INFORMATION:
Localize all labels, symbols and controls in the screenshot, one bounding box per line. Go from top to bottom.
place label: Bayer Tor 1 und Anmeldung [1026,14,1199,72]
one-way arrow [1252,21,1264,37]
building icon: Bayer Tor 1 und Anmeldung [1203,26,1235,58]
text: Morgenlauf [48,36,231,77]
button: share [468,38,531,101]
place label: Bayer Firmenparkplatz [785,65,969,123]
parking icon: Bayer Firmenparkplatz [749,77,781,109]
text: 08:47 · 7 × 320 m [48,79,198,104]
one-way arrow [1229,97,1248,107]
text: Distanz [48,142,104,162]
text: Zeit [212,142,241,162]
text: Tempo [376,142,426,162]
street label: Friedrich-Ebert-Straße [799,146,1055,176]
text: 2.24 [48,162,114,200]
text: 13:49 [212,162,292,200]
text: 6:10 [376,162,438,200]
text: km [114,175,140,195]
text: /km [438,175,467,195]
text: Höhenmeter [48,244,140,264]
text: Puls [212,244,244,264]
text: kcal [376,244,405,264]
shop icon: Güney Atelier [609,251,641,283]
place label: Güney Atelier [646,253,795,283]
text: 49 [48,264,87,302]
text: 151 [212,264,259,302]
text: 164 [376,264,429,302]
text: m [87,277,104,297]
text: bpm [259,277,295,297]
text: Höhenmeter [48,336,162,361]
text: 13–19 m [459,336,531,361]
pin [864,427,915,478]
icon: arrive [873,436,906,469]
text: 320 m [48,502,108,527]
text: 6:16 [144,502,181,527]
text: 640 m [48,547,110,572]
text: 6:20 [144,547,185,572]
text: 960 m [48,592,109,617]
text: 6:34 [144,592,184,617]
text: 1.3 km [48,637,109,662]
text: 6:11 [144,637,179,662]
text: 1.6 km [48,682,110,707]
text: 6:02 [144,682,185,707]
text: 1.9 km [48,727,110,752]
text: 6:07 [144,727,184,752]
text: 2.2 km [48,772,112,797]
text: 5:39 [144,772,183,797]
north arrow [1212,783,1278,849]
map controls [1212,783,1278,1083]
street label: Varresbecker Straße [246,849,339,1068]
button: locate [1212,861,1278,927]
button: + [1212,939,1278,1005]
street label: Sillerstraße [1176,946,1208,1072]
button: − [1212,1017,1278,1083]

TASK OBJECTIVE: I'd like every record written out exactly as given.

FINAL ANSWER:
Localize all labels, symbols and controls in the screenshot, one bounding box per line. Go from top to bottom.
place label: Bayer Tor 1 und Anmeldung [1026,14,1199,72]
one-way arrow [1252,21,1264,37]
building icon: Bayer Tor 1 und Anmeldung [1203,26,1235,58]
text: Morgenlauf [48,36,231,77]
button: share [468,38,531,101]
place label: Bayer Firmenparkplatz [785,65,969,123]
parking icon: Bayer Firmenparkplatz [749,77,781,109]
text: 08:47 · 7 × 320 m [48,79,198,104]
one-way arrow [1229,97,1248,107]
text: Distanz [48,142,104,162]
text: Zeit [212,142,241,162]
text: Tempo [376,142,426,162]
street label: Friedrich-Ebert-Straße [799,146,1055,176]
text: 2.24 [48,162,114,200]
text: 13:49 [212,162,292,200]
text: 6:10 [376,162,438,200]
text: km [114,175,140,195]
text: /km [438,175,467,195]
text: Höhenmeter [48,244,140,264]
text: Puls [212,244,244,264]
text: kcal [376,244,405,264]
shop icon: Güney Atelier [609,251,641,283]
place label: Güney Atelier [646,253,795,283]
text: 49 [48,264,87,302]
text: 151 [212,264,259,302]
text: 164 [376,264,429,302]
text: m [87,277,104,297]
text: bpm [259,277,295,297]
text: Höhenmeter [48,336,162,361]
text: 13–19 m [459,336,531,361]
pin [864,427,915,478]
icon: arrive [873,436,906,469]
text: 320 m [48,502,108,527]
text: 6:16 [144,502,181,527]
text: 640 m [48,547,110,572]
text: 6:20 [144,547,185,572]
text: 960 m [48,592,109,617]
text: 6:34 [144,592,184,617]
text: 1.3 km [48,637,109,662]
text: 6:11 [144,637,179,662]
text: 1.6 km [48,682,110,707]
text: 6:02 [144,682,185,707]
text: 1.9 km [48,727,110,752]
text: 6:07 [144,727,184,752]
text: 2.2 km [48,772,112,797]
text: 5:39 [144,772,183,797]
north arrow [1212,783,1278,849]
map controls [1212,783,1278,1083]
street label: Varresbecker Straße [246,849,339,1068]
button: locate [1212,861,1278,927]
button: + [1212,939,1278,1005]
street label: Sillerstraße [1176,946,1208,1072]
button: − [1212,1017,1278,1083]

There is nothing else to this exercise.